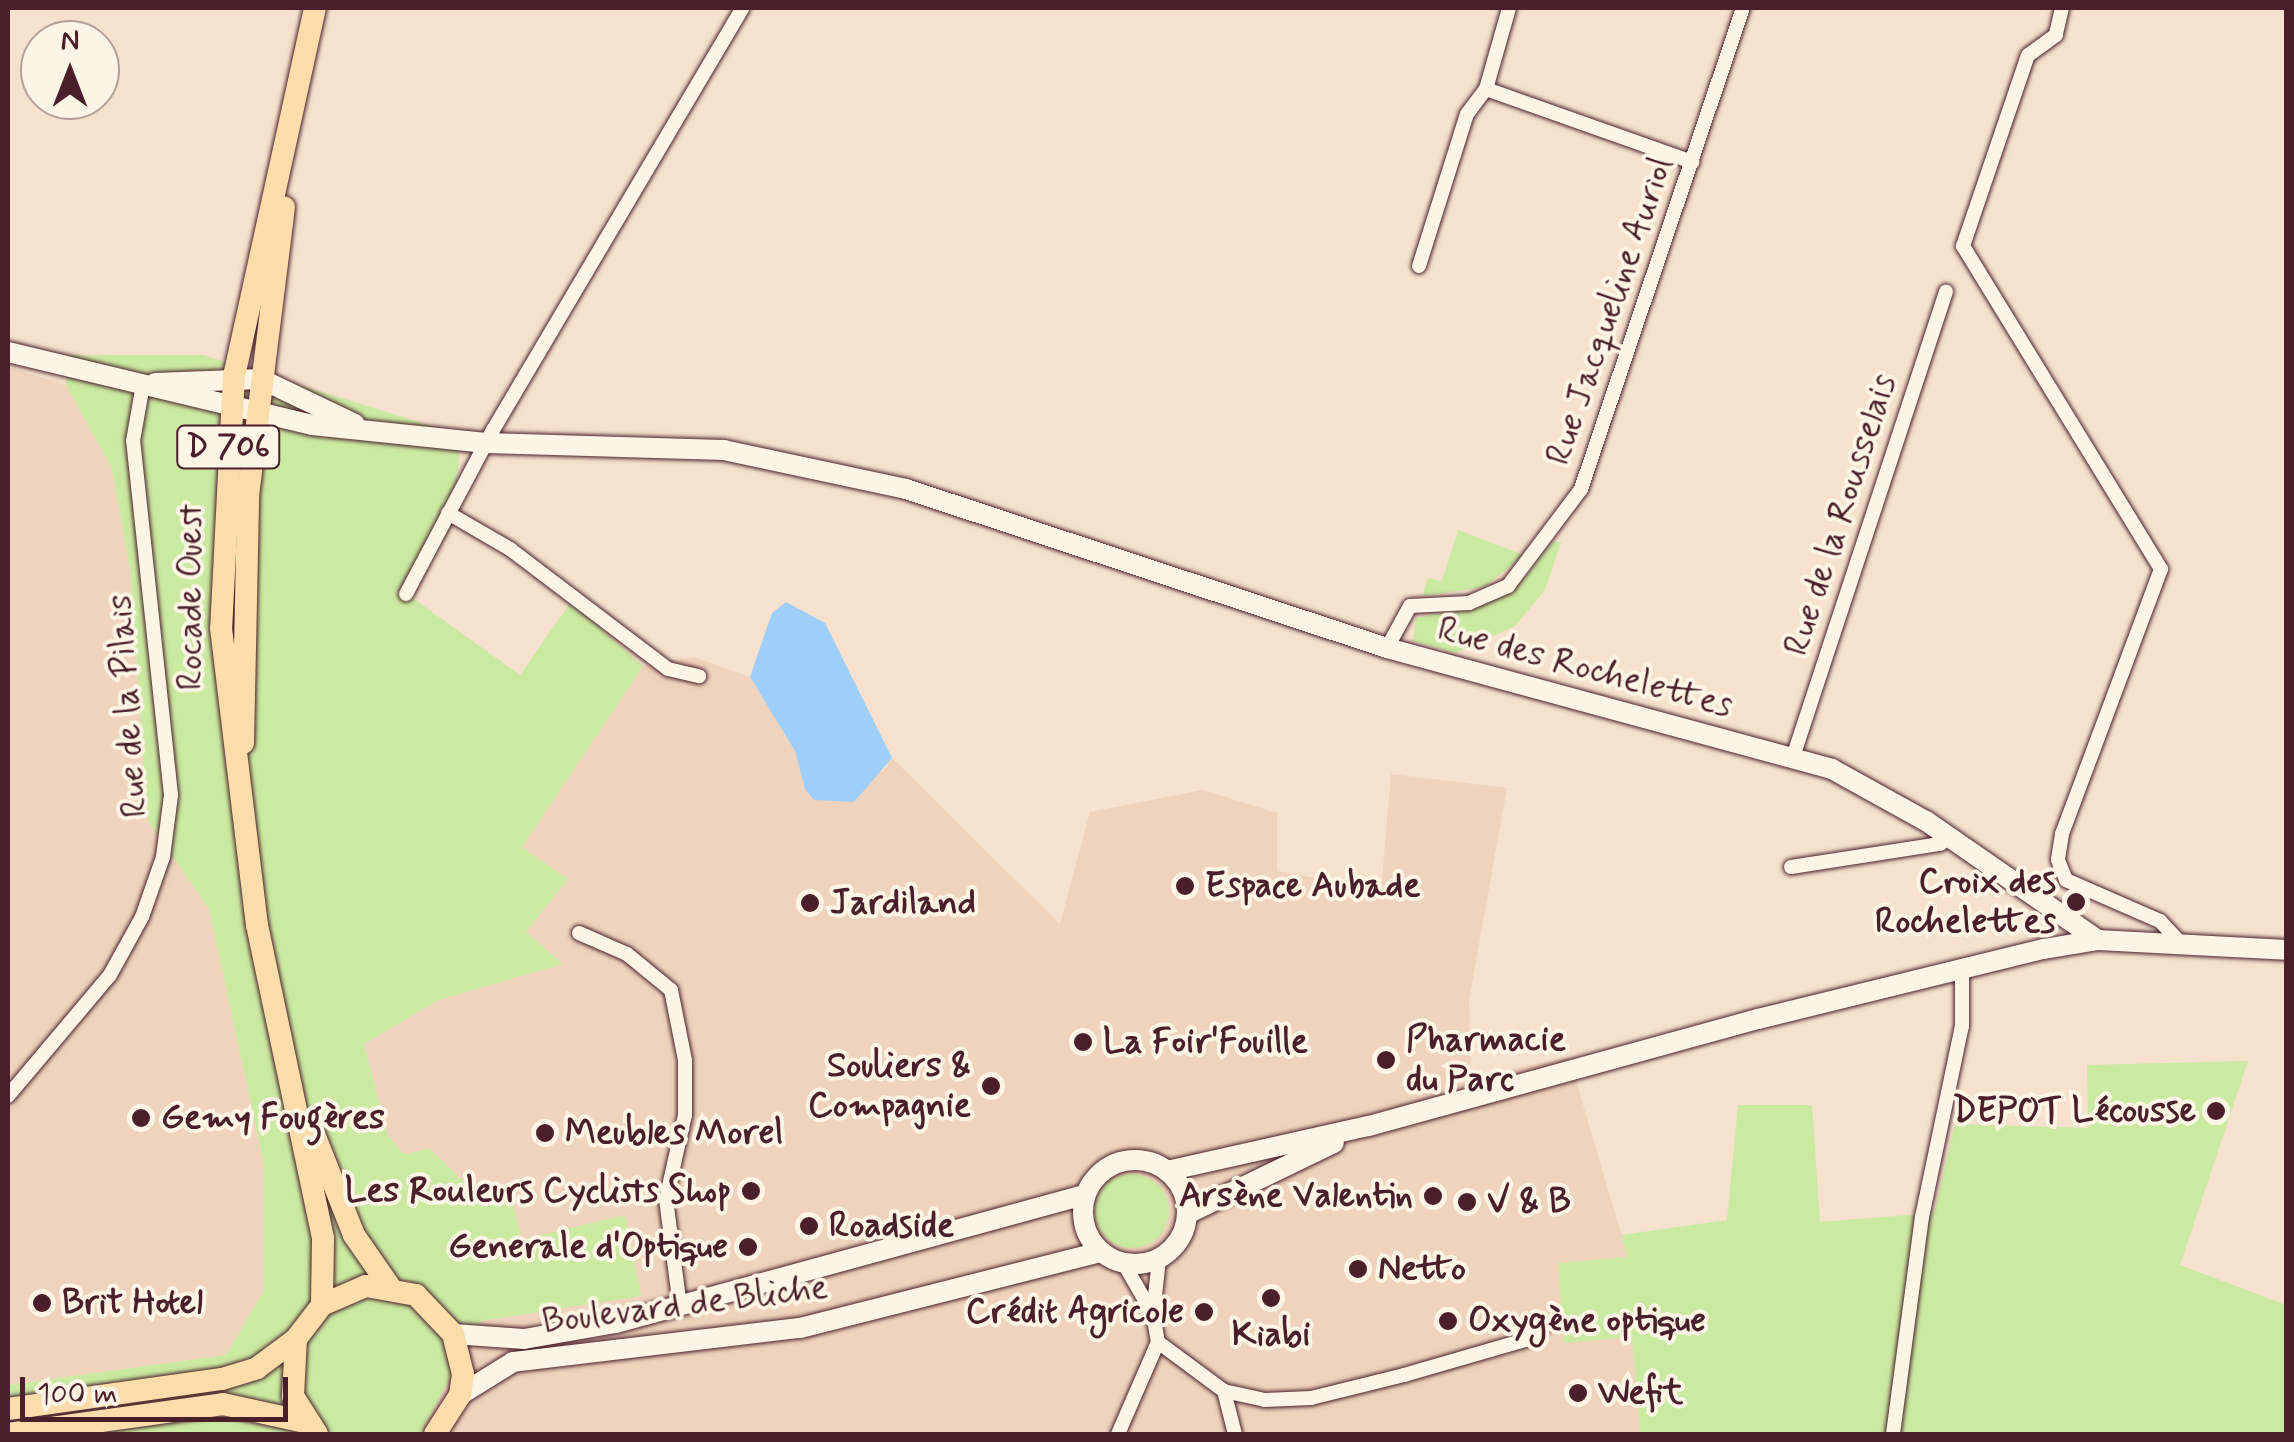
<!DOCTYPE html>
<html>
<head>
<meta charset="utf-8">
<style>
	body { margin:0 }
	#map { position:relative; width:2294px; height:1442px; overflow:hidden; background:#f5e1cd; font-family:Mynerve,sans-serif }
	div>[style] { position:absolute }
	.built>* { inset:0; background:#f0d3bc }
	.green>* { inset:0; background:#cbeaa1 }
	.round { border-radius:50% }
	.water>* { inset:0; background:#9dcffa }
	.roads { filter:drop-shadow(0 0 2px #4a1f2b) drop-shadow(0 0 2px #4a1f2b) }
	.street>* { height:14px; margin:-7px; padding:0 7px; transform-origin:7px; border-radius:7px; background:#fcf5e5 }
	.secondary>* { height:20px; margin:-10px; padding:0 10px; transform-origin:10px; border-radius:10px; background:#fcf5e5 }
	.secondary>.ring { margin:-10px; padding:0; box-sizing:content-box; background:none; border:20px solid #fcf5e5; border-radius:50% }
	.primary>* { height:22px; margin:-11px; padding:0 11px; transform-origin:11px; border-radius:11px; background:#faddab }
	.dots>* { width:28px; height:28px; translate:-50% -50%; box-sizing:border-box; border:5px solid #fcf5e5; border-radius:50% }
	span { translate:-50% -50%; white-space:nowrap; text-align:center; line-height:1.15; -webkit-text-stroke:8px #fcf5e5; paint-order:stroke }
	.shield-label span { padding:2px 8px; background:#fcf5e5; border:2px solid; border-radius:8px; -webkit-text-stroke-width:0 }
	.shield-label { font-size:32px; color:#4a1f2b; font-weight:700 }
	.street-label { font-size:35px; color:#4a1f2b }
	.poi-label { font-size:35px; color:#4a1f2b; font-weight:700 }
	.right { translate:-100% -50%; text-align:right }
	.left { translate:0 -50%; text-align:left }
	.frame { position:absolute; inset:0; border:10px solid #4a1f2b; pointer-events:none }
	.north { position:absolute; left:20px; top:20px; width:100px; height:100px; box-sizing:border-box; background:#fcf5e5; border:2px solid #b59f9b; border-radius:50%; rotate:0deg; font-size:28px; font-weight:700; line-height:40px; text-align:center; color:#4a1f2b }
	.north::after { content:''; display:block; margin:auto; width:35px; height:45px; background:#4a1f2b; clip-path:polygon(50% 0,100% 100%,50% 72%,0 100%) }
	.scale { position:absolute; left:20px; top:1377px; width:268px; height:45px; box-sizing:border-box; border:5px solid #4a1f2b; border-top:0; padding-left:12px; font-size:30px; line-height:35px; white-space:nowrap; color:#4a1f2b; -webkit-text-stroke:8px #fcf5e5; paint-order:stroke }
</style>
</head>
<body>
<div id="map">
	<div class="built">
		<i style="clip-path:polygon(8px 367px,66px 385px,112px 469px,130px 570px,148px 821px,209px 908px,264px 1166px,264px 1290px,226px 1355px,8px 1385px)"></i>
		<i style="clip-path:polygon(694px 657px,750px 677px,795px 751px,805px 789px,884px 771px,892px 758px,1060px 924px,1090px 812px,1203px 790px,1277px 813px,1277px 871px,1381px 891px,1391px 774px,1507px 788px,1469px 1000px,1471px 1078px,1569px 1057px,1628px 1257px,1564px 1342px,1632px 1336px,1640px 1434px,420px 1434px,481px 1321px,640px 1296px,520px 1240px,430px 1150px,403px 1154px,387px 1134px,364px 1043px,439px 1000px,562px 964px,525px 932px,522px 847px,643px 666px)"></i>
	</div>
	<div class="green">
		<i style="clip-path:polygon(67px 355px,203px 355px,461px 435px,453px 524px,411px 597px,520px 675px,571px 602px,643px 666px,522px 847px,568px 879px,526px 932px,563px 964px,439px 1000px,364px 1044px,387px 1133px,403px 1154px,430px 1149px,472px 1190px,510px 1184px,521px 1240px,625px 1215px,641px 1296px,481px 1321px,420px 1434px,8px 1434px,8px 1385px,226px 1355px,264px 1290px,264px 1165px,209px 909px,148px 821px,130px 570px,112px 469px,66px 385px)"></i>
		<i style="clip-path:polygon(1458px 530px,1524px 555px,1485px 587px,1423px 596px,1427px 578px,1442px 581px)"></i>
		<i style="clip-path:polygon(1553px 541px,1561px 542px,1545px 590px,1515px 626px,1456px 653px,1413px 641px,1416px 618px,1490px 603px,1526px 577px)"></i>
		<i style="clip-path:polygon(2248px 1061px,2180px 1265px,2286px 1305px,2286px 1434px,1640px 1434px,1632px 1337px,1564px 1343px,1558px 1263px,1627px 1257px,1622px 1235px,1727px 1220px,1738px 1105px,1812px 1105px,1820px 1222px,1934px 1213px,1955px 1124px,2088px 1128px,2087px 1065px)"></i>
		<i class="round" style="left:1095px;top:1174px;width:74px;height:74px"></i>
	</div>
	<div class="water">
		<i style="clip-path:polygon(786px 602px,825px 623px,892px 758px,854px 802px,814px 800px,805px 789px,795px 751px,750px 677px,772px 613px)"></i>
	</div>
	<div class="roads">
		<div class="street">
			<i style="left:2062px;top:8px;width:28px;rotate:103deg"></i>
			<i style="left:2056px;top:35px;width:34px;rotate:144deg"></i>
			<i style="left:2028px;top:55px;width:202px;rotate:108.8deg"></i>
			<i style="left:1963px;top:246px;width:379px;rotate:58.5deg"></i>
			<i style="left:2161px;top:569px;width:283px;rotate:110.5deg"></i>
			<i style="left:2062px;top:834px;width:26px;rotate:99deg"></i>
			<i style="left:2058px;top:860px;width:22px;rotate:68deg"></i>
			<i style="left:2066px;top:880px;width:103px;rotate:23.6deg"></i>
			<i style="left:2160px;top:921px;width:33px;rotate:47deg"></i>
			<i style="left:1486px;top:89px;width:84px;rotate:-74.1deg"></i>
			<i style="left:1419px;top:266px;width:159px;rotate:-72.5deg"></i>
			<i style="left:1467px;top:114px;width:31px;rotate:-53deg"></i>
			<i style="left:1486px;top:89px;width:219px;rotate:19.5deg"></i>
			<i style="left:448px;top:513px;width:72px;rotate:30.1deg"></i>
			<i style="left:510px;top:549px;width:198px;rotate:37.2deg"></i>
			<i style="left:668px;top:669px;width:32px;rotate:13deg"></i>
			<i style="left:406px;top:594px;width:186px;rotate:-62.1deg"></i>
			<i style="left:493px;top:430px;width:490px;rotate:-59.4deg"></i>
			<i style="left:1387px;top:648px;width:48px;rotate:-61.3deg"></i>
			<i style="left:1410px;top:606px;width:59px;rotate:-2.9deg"></i>
			<i style="left:1469px;top:603px;width:43px;rotate:-23.6deg"></i>
			<i style="left:1508px;top:586px;width:121px;rotate:-53deg"></i>
			<i style="left:1581px;top:489px;width:508px;rotate:-71.39deg"></i>
			<i style="left:1793px;top:757px;width:490px;rotate:-71.8deg"></i>
			<i style="left:1791px;top:867px;width:151px;rotate:-8.8deg"></i>
			<i style="left:1940px;top:844px;width:11px;rotate:-38deg"></i>
			<i style="left:579px;top:933px;width:52px;rotate:23.6deg"></i>
			<i style="left:627px;top:954px;width:57px;rotate:39.3deg"></i>
			<i style="left:671px;top:990px;width:71px;rotate:78.7deg"></i>
			<i style="left:685px;top:1060px;width:55px;rotate:90deg"></i>
			<i style="left:685px;top:1115px;width:86px;rotate:102.7deg"></i>
			<i style="left:666px;top:1199px;width:109px;rotate:82.6deg"></i>
			<i style="left:8px;top:1096px;width:158px;rotate:-49.9deg"></i>
			<i style="left:110px;top:975px;width:66px;rotate:-61.1deg"></i>
			<i style="left:142px;top:917px;width:64px;rotate:-70.7deg"></i>
			<i style="left:163px;top:857px;width:63px;rotate:-82.6deg"></i>
			<i style="left:171px;top:795px;width:356px;rotate:-96.1deg"></i>
			<i style="left:133px;top:441px;width:58px;rotate:-80deg"></i>
			<i style="left:1159px;top:1259px;width:55px;rotate:96.2deg"></i>
			<i style="left:1153px;top:1314px;width:28px;rotate:80deg"></i>
			<i style="left:1158px;top:1342px;width:82px;rotate:36.6deg"></i>
			<i style="left:1224px;top:1391px;width:42px;rotate:12.4deg"></i>
			<i style="left:1265px;top:1400px;width:46px;rotate:-2.5deg"></i>
			<i style="left:1311px;top:1398px;width:96px;rotate:-13.9deg"></i>
			<i style="left:1404px;top:1375px;width:126px;rotate:-16.1deg"></i>
			<i style="left:1525px;top:1340px;width:24px;rotate:-36deg"></i>
			<i style="left:1124px;top:1264px;width:58px;rotate:59.9deg"></i>
			<i style="left:1224px;top:1391px;width:44px;rotate:75.7deg"></i>
			<i style="left:1118px;top:1434px;width:100px;rotate:-66.5deg"></i>
			<i style="left:1893px;top:1434px;width:219px;rotate:-82.4deg"></i>
			<i style="left:1922px;top:1217px;width:195px;rotate:-78.2deg"></i>
			<i style="left:1962px;top:1026px;width:58px;rotate:-90deg"></i>
		</div>
		<div class="secondary">
			<i style="left:8px;top:352px;width:313px;rotate:13.5deg"></i>
			<i style="left:312px;top:425px;width:175px;rotate:5.9deg"></i>
			<i style="left:486px;top:443px;width:238px;rotate:1.7deg"></i>
			<i style="left:724px;top:450px;width:186px;rotate:12.1deg"></i>
			<i style="left:906px;top:489px;width:507px;rotate:18.29deg"></i>
			<i style="left:1387px;top:648px;width:461px;rotate:15.2deg"></i>
			<i style="left:1832px;top:769px;width:107px;rotate:29deg"></i>
			<i style="left:1926px;top:821px;width:209px;rotate:34.7deg"></i>
			<i style="left:155px;top:383px;width:106px;rotate:-2.2deg"></i>
			<i style="left:261px;top:379px;width:104px;rotate:25.6deg"></i>
			<i class="ring" style="left:1083px;top:1160px;width:84px;height:84px"></i>
			<i style="left:1167px;top:1171px;width:207px;rotate:-12.6deg"></i>
			<i style="left:1369px;top:1126px;width:403px;rotate:-15.4deg"></i>
			<i style="left:1758px;top:1019px;width:294px;rotate:-13.8deg"></i>
			<i style="left:2044px;top:949px;width:55px;rotate:-9.5deg"></i>
			<i style="left:2098px;top:940px;width:188px;rotate:3deg"></i>
			<i style="left:1187px;top:1214px;width:163px;rotate:-25.8deg"></i>
			<i style="left:453px;top:1334px;width:71px;rotate:4deg"></i>
			<i style="left:524px;top:1339px;width:93px;rotate:-9.9deg"></i>
			<i style="left:616px;top:1323px;width:486px;rotate:-15.3deg"></i>
			<i style="left:460px;top:1395px;width:62px;rotate:-31.9deg"></i>
			<i style="left:513px;top:1362px;width:289px;rotate:-6.8deg"></i>
			<i style="left:800px;top:1328px;width:309px;rotate:-14.2deg"></i>
		</div>
		<div class="primary">
			<i style="left:315px;top:8px;width:376px;rotate:102.4deg"></i>
			<i style="left:234px;top:375px;width:253px;rotate:92.9deg"></i>
			<i style="left:221px;top:628px;width:299px;rotate:83.1deg"></i>
			<i style="left:257px;top:925px;width:321px;rotate:78.1deg"></i>
			<i style="left:323px;top:1239px;width:66px;rotate:90.9deg"></i>
			<i style="left:243px;top:743px;width:247px;rotate:-88.8deg"></i>
			<i style="left:248px;top:496px;width:291px;rotate:-82.9deg"></i>
			<i style="left:314px;top:1134px;width:109px;rotate:68.4deg"></i>
			<i style="left:354px;top:1235px;width:63px;rotate:55.3deg"></i>
			<i style="left:8px;top:1409px;width:216px;rotate:-8deg"></i>
			<i style="left:222px;top:1379px;width:37px;rotate:-17deg"></i>
			<i style="left:257px;top:1368px;width:49px;rotate:-36.6deg"></i>
			<i style="left:8px;top:1434px;width:217px;rotate:-7.9deg"></i>
			<i style="left:223px;top:1404px;width:84px;rotate:12.4deg"></i>
			<i style="left:317px;top:1434px;width:45px;rotate:-122.3deg"></i>
			<i style="left:293px;top:1396px;width:57px;rotate:-87deg"></i>
			<i style="left:296px;top:1339px;width:43px;rotate:-52.6deg"></i>
			<i style="left:322px;top:1305px;width:48px;rotate:-23.4deg"></i>
			<i style="left:366px;top:1286px;width:51px;rotate:10.2deg"></i>
			<i style="left:416px;top:1295px;width:54px;rotate:46.5deg"></i>
			<i style="left:453px;top:1334px;width:41px;rotate:76deg"></i>
			<i style="left:463px;top:1374px;width:21px;rotate:98deg"></i>
			<i style="left:460px;top:1395px;width:46px;rotate:122.7deg"></i>
		</div>
	</div>
	<div class="dots">
		<i style="left:1185px;top:886px;background:#4a1f2b"></i>
		<i style="left:2076px;top:902px;background:#4a1f2b"></i>
		<i style="left:810px;top:903px;background:#4a1f2b"></i>
		<i style="left:1083px;top:1042px;background:#4a1f2b"></i>
		<i style="left:1386px;top:1060px;background:#4a1f2b"></i>
		<i style="left:991px;top:1086px;background:#4a1f2b"></i>
		<i style="left:2216px;top:1111px;background:#4a1f2b"></i>
		<i style="left:141px;top:1118px;background:#4a1f2b"></i>
		<i style="left:545px;top:1133px;background:#4a1f2b"></i>
		<i style="left:751px;top:1191px;background:#4a1f2b"></i>
		<i style="left:1433px;top:1196px;background:#4a1f2b"></i>
		<i style="left:1467px;top:1202px;background:#4a1f2b"></i>
		<i style="left:809px;top:1226px;background:#4a1f2b"></i>
		<i style="left:748px;top:1247px;background:#4a1f2b"></i>
		<i style="left:1358px;top:1269px;background:#4a1f2b"></i>
		<i style="left:1271px;top:1298px;background:#4a1f2b"></i>
		<i style="left:42px;top:1303px;background:#4a1f2b"></i>
		<i style="left:1204px;top:1312px;background:#4a1f2b"></i>
		<i style="left:1448px;top:1321px;background:#4a1f2b"></i>
		<i style="left:1578px;top:1393px;background:#4a1f2b"></i>
	</div>
	<div class="shield-label">
		<span style="left:228px;top:447px">D 706</span>
	</div>
	<div class="street-label">
		<span style="left:1610px;top:311px;rotate:-71deg">Rue Jacqueline Auriol</span>
		<span style="left:1841px;top:515px;rotate:-72deg">Rue de la Rousselais</span>
		<span style="left:191px;top:597px;rotate:-90deg">Rocade Ouest</span>
		<span style="left:1585px;top:668px;rotate:15deg">Rue des Rochelettes</span>
		<span style="left:128px;top:706px;rotate:-94deg">Rue de la Pilais</span>
		<span style="left:685px;top:1305px;rotate:-7deg">Boulevard de Bliche</span>
	</div>
	<div class="poi-label">
		<span class="right" style="left:2056px;top:902px">Croix des<br>Rochelettes</span>
		<span class="left" style="left:1205px;top:886px">Espace Aubade</span>
		<span class="left" style="left:830px;top:903px">Jardiland</span>
		<span class="left" style="left:1406px;top:1060px">Pharmacie<br>du Parc</span>
		<span class="left" style="left:1103px;top:1042px">La Foir'Fouille</span>
		<span class="right" style="left:971px;top:1086px">Souliers &amp;<br>Compagnie</span>
		<span class="right" style="left:2196px;top:1111px">DEPOT Lécousse</span>
		<span class="left" style="left:161px;top:1118px">Gemy Fougères</span>
		<span class="left" style="left:565px;top:1133px">Meubles Morel</span>
		<span class="right" style="left:731px;top:1191px">Les Rouleurs Cyclists Shop</span>
		<span class="right" style="left:1413px;top:1196px">Arsène Valentin</span>
		<span class="left" style="left:1487px;top:1202px">V &amp; B</span>
		<span class="left" style="left:829px;top:1226px">Roadside</span>
		<span class="right" style="left:728px;top:1247px">Generale d'Optique</span>
		<span class="left" style="left:1378px;top:1269px">Netto</span>
		<span class="left" style="left:62px;top:1303px">Brit Hotel</span>
		<span class="right" style="left:1184px;top:1312px">Crédit Agricole</span>
		<span class="left" style="left:1468px;top:1321px">Oxygène optique</span>
		<span style="left:1271px;top:1335px">Kiabi</span>
		<span class="left" style="left:1598px;top:1393px">Wefit</span>
	</div>
	<div class="frame"></div>
	<div class="north">N</div>
	<div class="scale">100 m</div>
</div>
</body>
</html>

● WORK TO BE COMPLETED: Copy each line of the listing that contains "label".

● EXERCISE RESPONSE:
	.shield-label span { padding:2px 8px; background:#fcf5e5; border:2px solid; border-radius:8px; -webkit-text-stroke-width:0 }
	.shield-label { font-size:32px; color:#4a1f2b; font-weight:700 }
	.street-label { font-size:35px; color:#4a1f2b }
	.poi-label { font-size:35px; color:#4a1f2b; font-weight:700 }
	<div class="shield-label">
	<div class="street-label">
	<div class="poi-label">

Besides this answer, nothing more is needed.